=== Work to complete ===
Would you please copy every line below that includes the string "worn"?
===== Task inputs =====
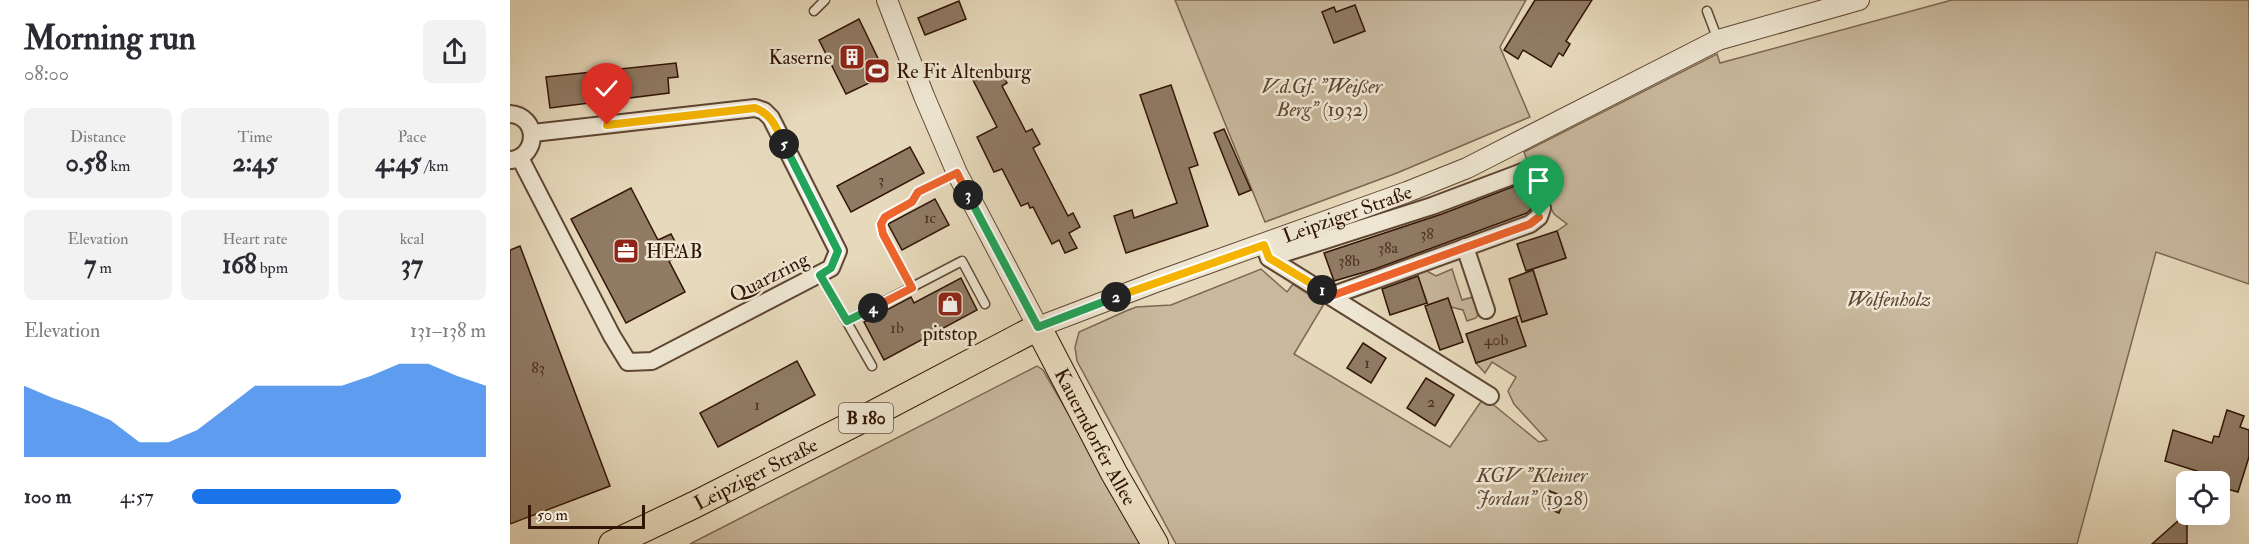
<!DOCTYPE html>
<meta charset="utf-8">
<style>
:root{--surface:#fff;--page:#f2f2f3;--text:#2b2b33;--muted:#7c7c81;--accent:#1a73e8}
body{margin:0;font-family:"IM FELL Double Pica",serif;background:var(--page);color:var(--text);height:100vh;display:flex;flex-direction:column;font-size:22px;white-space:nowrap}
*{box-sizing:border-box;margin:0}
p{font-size:20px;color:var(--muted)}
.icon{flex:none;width:33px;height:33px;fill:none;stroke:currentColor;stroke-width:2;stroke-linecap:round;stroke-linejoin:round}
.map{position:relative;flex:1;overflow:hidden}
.sheet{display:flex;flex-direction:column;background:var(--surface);width:510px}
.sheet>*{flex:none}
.fabs{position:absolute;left:1666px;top:471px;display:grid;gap:12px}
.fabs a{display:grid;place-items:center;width:54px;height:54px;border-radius:9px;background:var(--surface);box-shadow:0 6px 24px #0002;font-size:30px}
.scale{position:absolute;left:18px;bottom:15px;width:117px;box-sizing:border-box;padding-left:6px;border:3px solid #321406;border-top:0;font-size:16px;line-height:21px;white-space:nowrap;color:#321406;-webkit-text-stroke:4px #efe7d3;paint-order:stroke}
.pin{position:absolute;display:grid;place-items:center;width:51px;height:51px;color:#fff;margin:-62px -26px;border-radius:50% 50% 50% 0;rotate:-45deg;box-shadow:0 0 6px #0007}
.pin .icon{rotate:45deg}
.km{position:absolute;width:30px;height:30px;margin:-15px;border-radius:50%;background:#222;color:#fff;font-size:16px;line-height:30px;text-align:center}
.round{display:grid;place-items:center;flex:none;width:63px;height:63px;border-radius:9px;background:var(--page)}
.overview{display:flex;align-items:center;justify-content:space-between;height:102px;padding:0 24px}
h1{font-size:33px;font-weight:800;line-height:45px}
.figures{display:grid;grid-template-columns:repeat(3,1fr);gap:9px;height:102px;padding:6px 24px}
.figures div{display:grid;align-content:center;border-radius:9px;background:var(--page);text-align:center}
.figures b{font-size:26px;font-weight:800}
.figures small{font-size:16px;font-weight:400}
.figures p{font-size:16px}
.chart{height:168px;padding:12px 24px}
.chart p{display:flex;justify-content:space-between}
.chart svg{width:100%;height:108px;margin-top:6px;fill:var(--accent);opacity:.7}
ul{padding:0 24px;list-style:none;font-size:20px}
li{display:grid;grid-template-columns:96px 72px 1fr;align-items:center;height:45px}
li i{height:15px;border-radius:8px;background:var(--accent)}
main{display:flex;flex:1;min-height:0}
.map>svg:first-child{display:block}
.green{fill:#c8b89d;stroke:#7d6652;stroke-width:1.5}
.building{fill:#907b65;stroke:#321406;stroke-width:1.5}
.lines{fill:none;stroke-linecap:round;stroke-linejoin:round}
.service-casing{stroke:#5f4634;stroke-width:11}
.minor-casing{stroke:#5f4634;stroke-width:20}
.tertiary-casing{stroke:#5f4634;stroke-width:22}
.primary-casing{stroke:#321406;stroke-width:28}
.service{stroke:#efe7d3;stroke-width:8}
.minor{stroke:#efe7d3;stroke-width:16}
.tertiary{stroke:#efe7d3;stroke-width:20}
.primary{stroke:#e7dabc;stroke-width:26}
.split-1-casing{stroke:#fff;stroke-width:12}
.split-2-casing{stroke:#fff;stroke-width:12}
.split-3-casing{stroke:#fff;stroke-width:12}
.split-4-casing{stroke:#fff;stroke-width:12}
.split-5-casing{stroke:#fff;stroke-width:12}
.split-6-casing{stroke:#fff;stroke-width:12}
.split-1{stroke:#f0652b;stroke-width:8}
.split-2{stroke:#f5b400;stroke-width:8}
.split-3{stroke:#22a559;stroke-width:8}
.split-4{stroke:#f0652b;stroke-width:8}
.split-5{stroke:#22a559;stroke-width:8}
.split-6{stroke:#f5b400;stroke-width:8}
.labels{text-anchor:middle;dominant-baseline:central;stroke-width:5;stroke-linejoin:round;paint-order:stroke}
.number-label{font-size:16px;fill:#4a2e1e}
.shield{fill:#efe7d3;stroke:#6b5344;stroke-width:1.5}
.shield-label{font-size:18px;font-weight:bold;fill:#321406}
.poi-label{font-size:20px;fill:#321406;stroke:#efe7d3;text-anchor:start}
.park-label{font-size:20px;font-style:italic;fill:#5f4533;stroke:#efe7d3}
.street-label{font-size:20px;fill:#321406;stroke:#efe7d3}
</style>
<main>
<section class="sheet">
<div class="overview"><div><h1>Morning run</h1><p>08:00</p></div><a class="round"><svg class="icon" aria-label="share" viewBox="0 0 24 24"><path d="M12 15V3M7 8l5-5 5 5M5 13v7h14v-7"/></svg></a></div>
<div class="figures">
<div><p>Distance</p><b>0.58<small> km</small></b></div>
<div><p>Time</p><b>2:45</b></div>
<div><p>Pace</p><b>4:45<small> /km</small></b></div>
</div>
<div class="figures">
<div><p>Elevation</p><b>7<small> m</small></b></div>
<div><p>Heart rate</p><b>168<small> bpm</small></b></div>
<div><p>kcal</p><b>37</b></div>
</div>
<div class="chart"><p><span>Elevation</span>131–138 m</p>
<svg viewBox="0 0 160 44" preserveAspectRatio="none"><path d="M0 44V15L10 20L20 24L30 29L40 38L50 38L60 33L70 24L80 15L90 15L100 15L110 15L120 11L130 6L140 6L150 11L160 15V44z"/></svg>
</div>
<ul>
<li><b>100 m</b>4:57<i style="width:71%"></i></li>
</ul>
</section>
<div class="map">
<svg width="1739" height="544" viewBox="0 0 1739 544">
<rect width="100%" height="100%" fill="#e7dabc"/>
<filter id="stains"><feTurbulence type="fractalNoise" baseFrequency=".00333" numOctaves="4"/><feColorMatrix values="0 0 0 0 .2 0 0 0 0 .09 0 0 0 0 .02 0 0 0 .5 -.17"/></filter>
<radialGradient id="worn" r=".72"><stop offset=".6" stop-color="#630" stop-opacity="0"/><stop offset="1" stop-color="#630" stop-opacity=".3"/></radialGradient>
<g class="green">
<polygon points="665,0 1016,0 990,47 1020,117 887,173 755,222"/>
<polygon points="1442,0 1739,0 1739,284 1646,252 1567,544 666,544 567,361 565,347 569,332 616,311 626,307 661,305 751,269 777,292 783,284 814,304 784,354 940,447 974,397 1029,442 1037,440 1004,404 998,391 1006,377 982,362 975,373 966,363 1015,346 1006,317 1010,315 1013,322 1037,314 1023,269 1056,258 1047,231 1057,224 1044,214 1024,174 1031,169 1027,163 1019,165 1014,152 1207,54 1210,63"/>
<polygon points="942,269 952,300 963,297 969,312 966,318 957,321 953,310 941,307 938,298 918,305 908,277 897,280 899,275 915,270 926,276"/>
<polygon points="527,366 533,370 634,544 180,544"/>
</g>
<g class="building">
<polygon points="1025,0 1082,0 1056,41 1060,44 1053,56 1049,53 1041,67 1013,50 1008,59 994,50"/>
<polygon points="449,1 456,19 415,35 408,18"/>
<polygon points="845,5 855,31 824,43 812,12 824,7 826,12"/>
<polygon points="349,19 376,75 336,94 309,40"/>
<polygon points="166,63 168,77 158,78 159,93 40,108 36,77"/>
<polygon points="489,67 497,83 492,86 516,132 522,129 530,144 523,148 558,216 563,213 570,227 559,233 567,248 555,253 549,240 542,244 523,207 520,208 518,203 511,206 492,169 484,172 467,137 487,127 463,80"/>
<polygon points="661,85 688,165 679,168 698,226 616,253 604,216 622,210 624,218 667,203 630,95"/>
<polygon points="714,129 741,190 729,195 704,133"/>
<polygon points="400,147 414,173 341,212 327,186"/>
<polygon points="1010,184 1021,209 1017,213 865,269 824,281 814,253 932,214"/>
<polygon points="121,188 148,240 161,234 172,255 159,261 175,292 116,323 61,219"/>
<polygon points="425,199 439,225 392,250 378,224"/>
<polygon points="1047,231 1056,258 1016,271 1007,244"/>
<polygon points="10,246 100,486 0,524 0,250"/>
<polygon points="1023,270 1037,314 1012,322 999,279"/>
<polygon points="908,276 917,303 880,315 872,289"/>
<polygon points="451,278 467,310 374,360 354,322 401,297 404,303"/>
<polygon points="938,298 953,342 930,350 915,306"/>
<polygon points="1006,317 1016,346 966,363 956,334"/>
<polygon points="853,343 876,358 861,383 837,368"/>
<polygon points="287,361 305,395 208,447 190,413"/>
<polygon points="916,378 944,395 925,426 897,408"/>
<polygon points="1717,410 1734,416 1730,427 1739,430 1739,457 1728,492 1710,487 1710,482 1704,482 1706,477 1655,461 1663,430 1702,443 1704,436 1709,437"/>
<polygon points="1037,490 1055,497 1049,513 1031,506"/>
<polygon points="1677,513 1677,544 1642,544"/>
</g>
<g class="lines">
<g class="service-casing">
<g id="service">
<polyline points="304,11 315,0"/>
<polyline points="1197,11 1208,40"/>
<polyline points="310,275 362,366"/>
<polyline points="402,288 373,234 371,223 375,217 402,202 408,192 447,173"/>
<polyline points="337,321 452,261 475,304"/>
</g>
</g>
<g class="minor-casing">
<g id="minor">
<path d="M0,114c29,2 29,42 1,46"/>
<polyline points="10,158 102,336 118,362 142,361 321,268 328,251 261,118 254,111 245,108 23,133"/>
<polyline points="955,247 976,310"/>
<polyline points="757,253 759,258 980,396"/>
<polyline points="759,258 922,206 1015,171 1032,208 1029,217 1020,224 821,296"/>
</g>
</g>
<g class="tertiary-casing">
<g id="tertiary">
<path id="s1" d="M377,0l37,96 33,77 81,154 118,-45 251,-90 60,-24 251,-128 141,-40"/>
</g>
</g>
<g class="primary-casing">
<g id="primary">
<path id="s2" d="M102,544l82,-39 173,-88 171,-90 76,146 41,71"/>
</g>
</g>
<use href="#service" class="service"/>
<use href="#minor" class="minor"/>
<use href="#tertiary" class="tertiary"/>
<use href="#primary" class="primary"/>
</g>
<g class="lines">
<g class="split-1-casing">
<polyline id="split-1" points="812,290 821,296 1020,224 1029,217"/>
</g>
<g class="split-2-casing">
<polyline id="split-2" points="606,297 754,245 759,258 812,290"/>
</g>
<g class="split-3-casing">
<polyline id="split-3" points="458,195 528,327 606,297"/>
</g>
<g class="split-4-casing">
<polyline id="split-4" points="363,308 402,288 373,234 371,224 375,217 402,202 408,192 447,173 458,195"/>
</g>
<g class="split-5-casing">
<polyline id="split-5" points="274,144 328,251 321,268 310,275 337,321 363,308"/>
</g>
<g class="split-6-casing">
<path id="split-6" d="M97,125l148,-17c17,6 22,21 29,36"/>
</g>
<use href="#split-1" class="split-1"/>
<use href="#split-2" class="split-2"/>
<use href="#split-3" class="split-3"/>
<use href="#split-4" class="split-4"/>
<use href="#split-5" class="split-5"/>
<use href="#split-6" class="split-6"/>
</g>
<defs>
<g id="building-square" transform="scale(1.35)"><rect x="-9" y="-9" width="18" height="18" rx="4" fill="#8f2418" stroke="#efe7d3"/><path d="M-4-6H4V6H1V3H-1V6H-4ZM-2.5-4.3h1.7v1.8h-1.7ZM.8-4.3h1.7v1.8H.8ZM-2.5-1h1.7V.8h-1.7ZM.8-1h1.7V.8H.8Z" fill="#fff"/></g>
<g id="stadium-square" transform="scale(1.35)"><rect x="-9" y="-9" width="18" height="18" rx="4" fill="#8f2418" stroke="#efe7d3"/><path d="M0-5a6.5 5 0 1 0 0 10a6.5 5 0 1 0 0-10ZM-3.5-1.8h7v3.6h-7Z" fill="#fff"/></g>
<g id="office-square" transform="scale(1.35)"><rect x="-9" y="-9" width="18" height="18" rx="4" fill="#8f2418" stroke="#efe7d3"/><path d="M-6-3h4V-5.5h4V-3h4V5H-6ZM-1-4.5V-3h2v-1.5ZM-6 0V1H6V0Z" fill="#fff"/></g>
<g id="shop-square" transform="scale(1.35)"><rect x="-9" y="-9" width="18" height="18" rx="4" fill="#8f2418" stroke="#efe7d3"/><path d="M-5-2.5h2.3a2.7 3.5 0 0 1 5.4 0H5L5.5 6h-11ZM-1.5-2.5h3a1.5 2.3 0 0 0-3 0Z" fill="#fff"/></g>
</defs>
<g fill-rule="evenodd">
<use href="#building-square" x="342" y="57"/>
<use href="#stadium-square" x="367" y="71"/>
<use href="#office-square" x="116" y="251"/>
<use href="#shop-square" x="440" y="304"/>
</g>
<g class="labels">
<g class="number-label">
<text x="371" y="180">3</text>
<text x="420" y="218">1c</text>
<text x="917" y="234">38</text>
<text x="878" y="248">38a</text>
<text x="839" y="261">38b</text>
<text x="387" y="328">1b</text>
<text x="986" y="340">40b</text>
<text x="857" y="363">1</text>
<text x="28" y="368">83</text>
<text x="921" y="402">2</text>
<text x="247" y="405">1</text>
</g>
<rect class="shield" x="329" y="403" width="54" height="30" rx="4.5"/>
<g class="shield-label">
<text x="356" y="418">B 180</text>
</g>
<g class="poi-label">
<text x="322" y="57" text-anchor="end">Kaserne</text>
<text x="386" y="71">Re Fit Altenburg</text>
<text x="136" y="251">HEAB</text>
<text x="440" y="333" text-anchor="middle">pitstop</text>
</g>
<g class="park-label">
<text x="812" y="86">V.d.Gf. "Weißer<tspan x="812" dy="23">Berg" (1932)</tspan></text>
<text x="1379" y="299">Wolfenholz</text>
<text x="1022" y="475">KGV "Kleiner<tspan x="1022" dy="23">Jordan" (1928)</tspan></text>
</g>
<g class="street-label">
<text stroke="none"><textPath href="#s1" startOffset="690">Leipziger Straße</textPath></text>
<text transform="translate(259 277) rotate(-27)">Quarzring</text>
<text stroke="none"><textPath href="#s2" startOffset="602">Kauerndorfer Allee</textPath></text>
<text stroke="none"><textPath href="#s2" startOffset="160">Leipziger Straße</textPath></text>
</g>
</g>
<rect width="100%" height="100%" filter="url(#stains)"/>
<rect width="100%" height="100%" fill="url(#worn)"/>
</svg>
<div class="fabs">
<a><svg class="icon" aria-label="locate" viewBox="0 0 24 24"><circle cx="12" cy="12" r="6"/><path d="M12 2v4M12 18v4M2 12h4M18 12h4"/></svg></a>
</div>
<div class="scale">50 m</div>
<div class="pin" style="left:1029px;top:217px;background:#1e9e55"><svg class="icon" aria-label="arrive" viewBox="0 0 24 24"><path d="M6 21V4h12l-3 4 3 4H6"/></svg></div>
<div class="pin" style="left:97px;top:125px;background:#d93025"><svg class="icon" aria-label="check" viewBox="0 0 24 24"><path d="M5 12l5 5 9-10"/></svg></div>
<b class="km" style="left:812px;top:290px">1</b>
<b class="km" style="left:606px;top:297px">2</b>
<b class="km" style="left:458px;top:195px">3</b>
<b class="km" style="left:363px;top:308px">4</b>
<b class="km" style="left:274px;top:144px">5</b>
</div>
</main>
=====
=== Solution below ===
<radialGradient id="worn" r=".72"><stop offset=".6" stop-color="#630" stop-opacity="0"/><stop offset="1" stop-color="#630" stop-opacity=".3"/></radialGradient>
<rect width="100%" height="100%" fill="url(#worn)"/>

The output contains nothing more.